Items from a dataset:
==============================
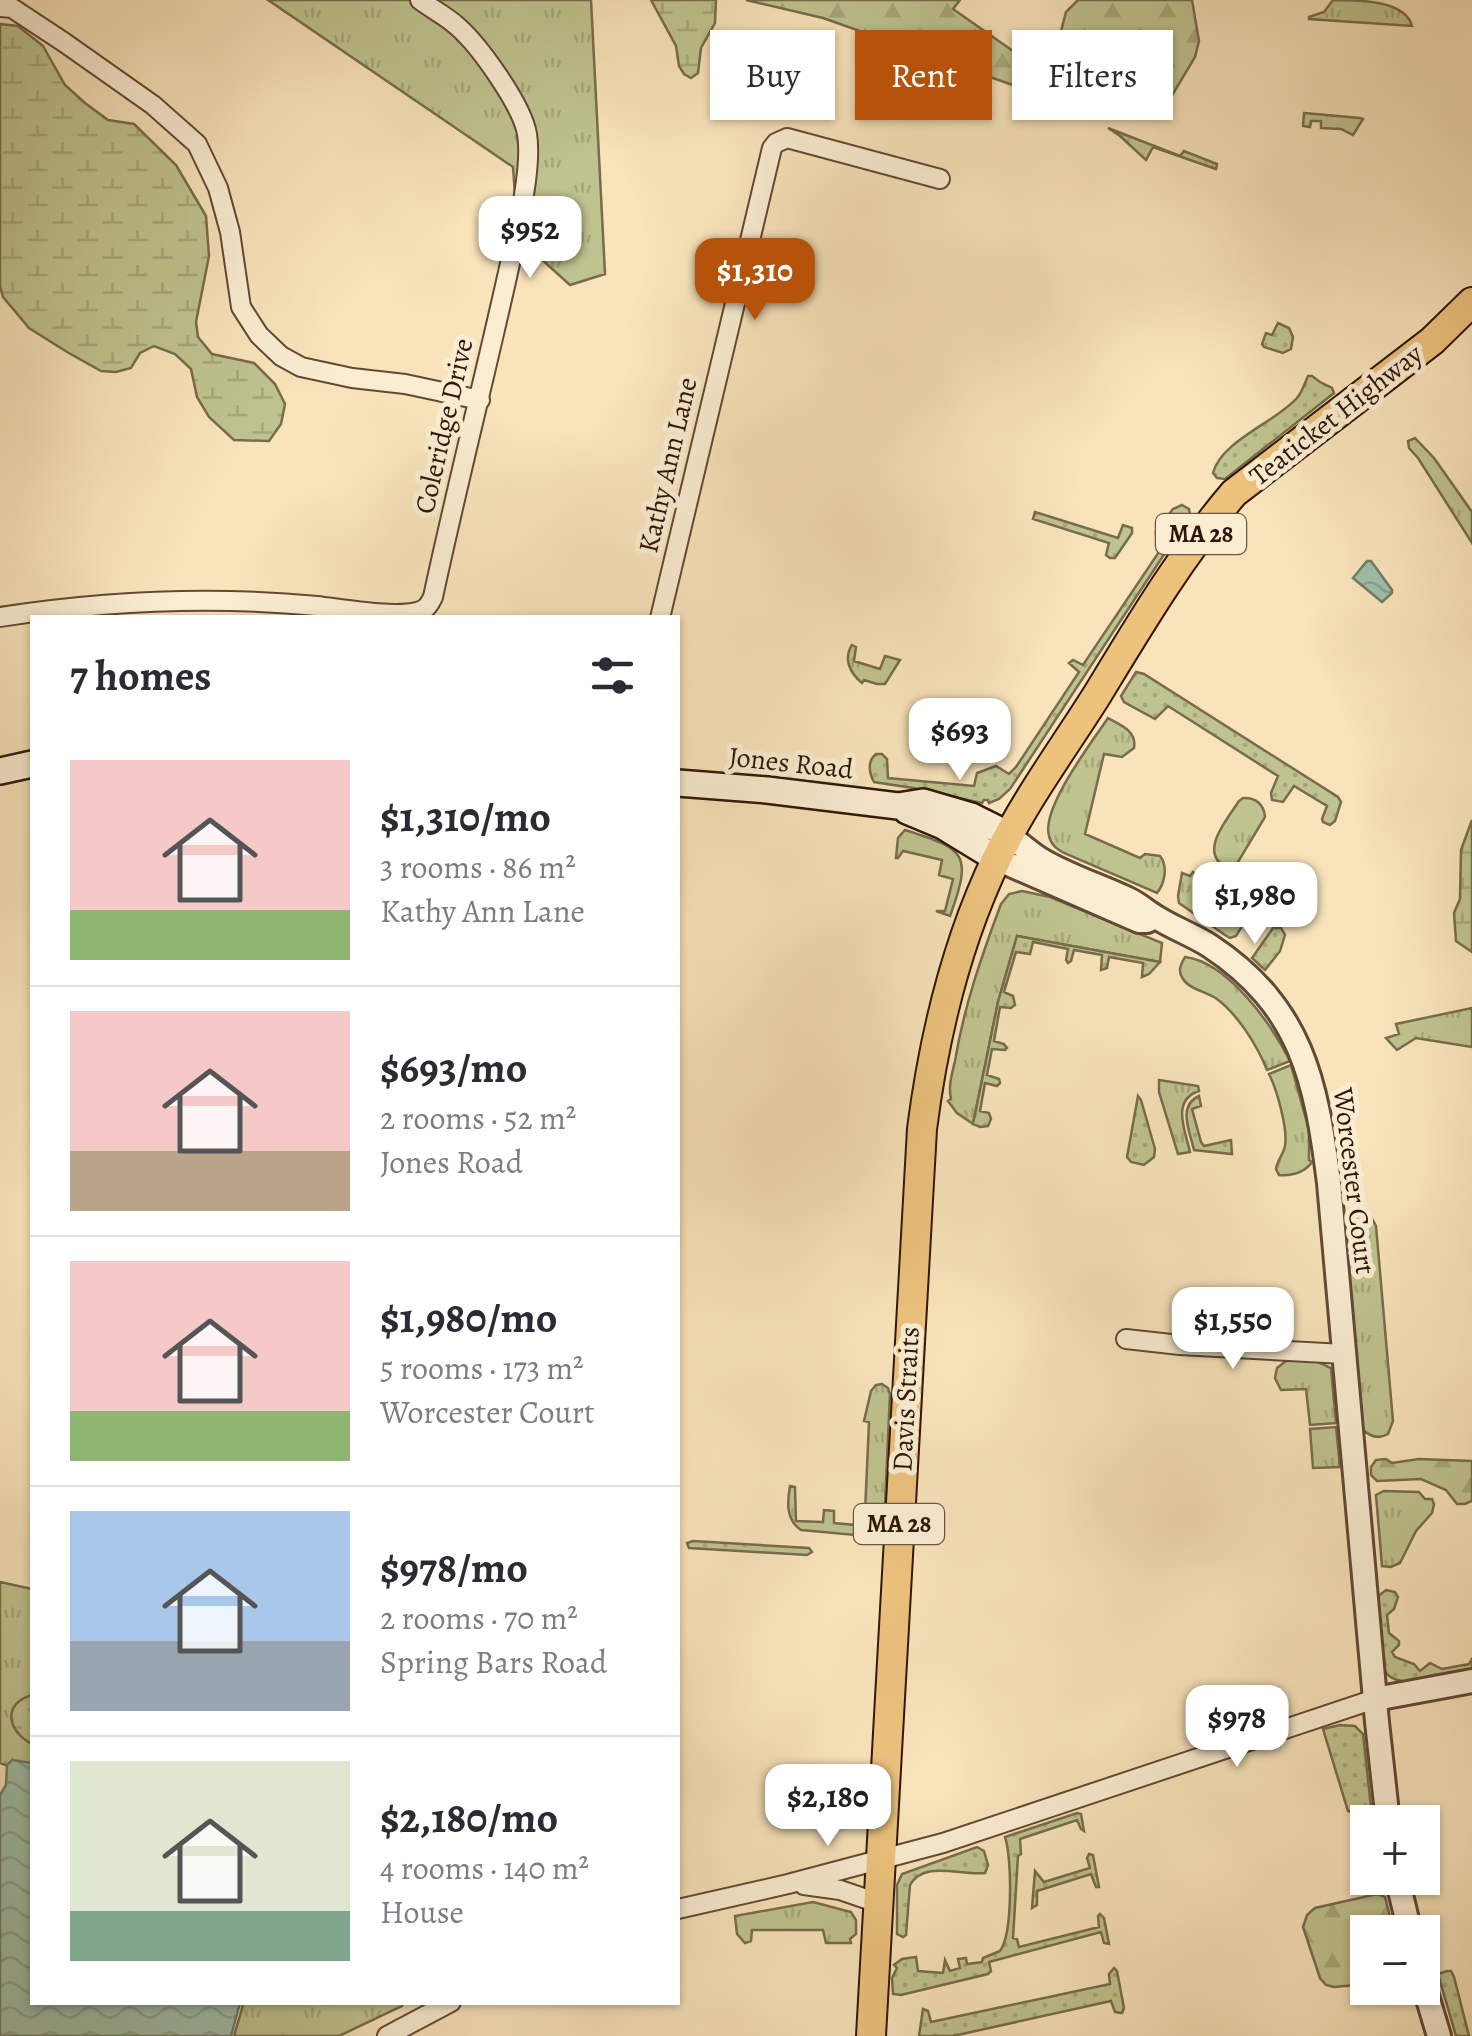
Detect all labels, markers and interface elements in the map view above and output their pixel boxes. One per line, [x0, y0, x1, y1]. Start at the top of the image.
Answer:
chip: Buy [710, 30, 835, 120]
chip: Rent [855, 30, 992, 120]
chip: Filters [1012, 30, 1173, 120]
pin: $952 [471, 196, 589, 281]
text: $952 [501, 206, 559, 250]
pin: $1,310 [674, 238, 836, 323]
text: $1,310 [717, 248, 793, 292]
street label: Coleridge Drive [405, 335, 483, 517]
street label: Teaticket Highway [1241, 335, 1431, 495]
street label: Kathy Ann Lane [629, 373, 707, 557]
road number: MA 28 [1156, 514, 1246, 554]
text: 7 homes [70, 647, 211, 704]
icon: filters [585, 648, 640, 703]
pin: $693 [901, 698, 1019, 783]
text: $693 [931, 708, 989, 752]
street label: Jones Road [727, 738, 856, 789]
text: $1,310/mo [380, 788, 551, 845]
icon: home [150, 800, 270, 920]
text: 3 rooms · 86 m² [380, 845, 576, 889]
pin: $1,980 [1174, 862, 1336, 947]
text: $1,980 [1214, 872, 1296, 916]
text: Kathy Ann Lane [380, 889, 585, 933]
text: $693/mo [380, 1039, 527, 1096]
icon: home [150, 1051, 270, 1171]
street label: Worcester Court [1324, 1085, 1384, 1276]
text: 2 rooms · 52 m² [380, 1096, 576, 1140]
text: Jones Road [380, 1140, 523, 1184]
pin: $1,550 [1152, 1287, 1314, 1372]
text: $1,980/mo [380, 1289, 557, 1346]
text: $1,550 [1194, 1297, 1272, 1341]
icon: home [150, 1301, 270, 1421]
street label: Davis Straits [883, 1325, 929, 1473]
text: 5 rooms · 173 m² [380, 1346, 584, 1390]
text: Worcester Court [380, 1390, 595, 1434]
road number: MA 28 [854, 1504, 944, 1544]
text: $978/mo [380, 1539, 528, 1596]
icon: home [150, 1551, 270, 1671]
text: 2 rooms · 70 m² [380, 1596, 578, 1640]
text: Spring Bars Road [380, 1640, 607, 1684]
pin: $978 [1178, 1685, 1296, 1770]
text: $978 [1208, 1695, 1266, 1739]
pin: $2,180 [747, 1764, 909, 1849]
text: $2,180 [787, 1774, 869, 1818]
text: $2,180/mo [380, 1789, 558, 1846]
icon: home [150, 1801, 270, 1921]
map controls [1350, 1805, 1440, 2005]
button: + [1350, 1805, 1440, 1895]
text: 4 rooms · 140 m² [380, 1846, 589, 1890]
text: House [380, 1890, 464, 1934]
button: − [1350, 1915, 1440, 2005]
==============================
**Task to complete**
Find the string "chip" in the data. Report each line it appears in.

**Answer for the task**
chip: Buy [710, 30, 835, 120]
chip: Rent [855, 30, 992, 120]
chip: Filters [1012, 30, 1173, 120]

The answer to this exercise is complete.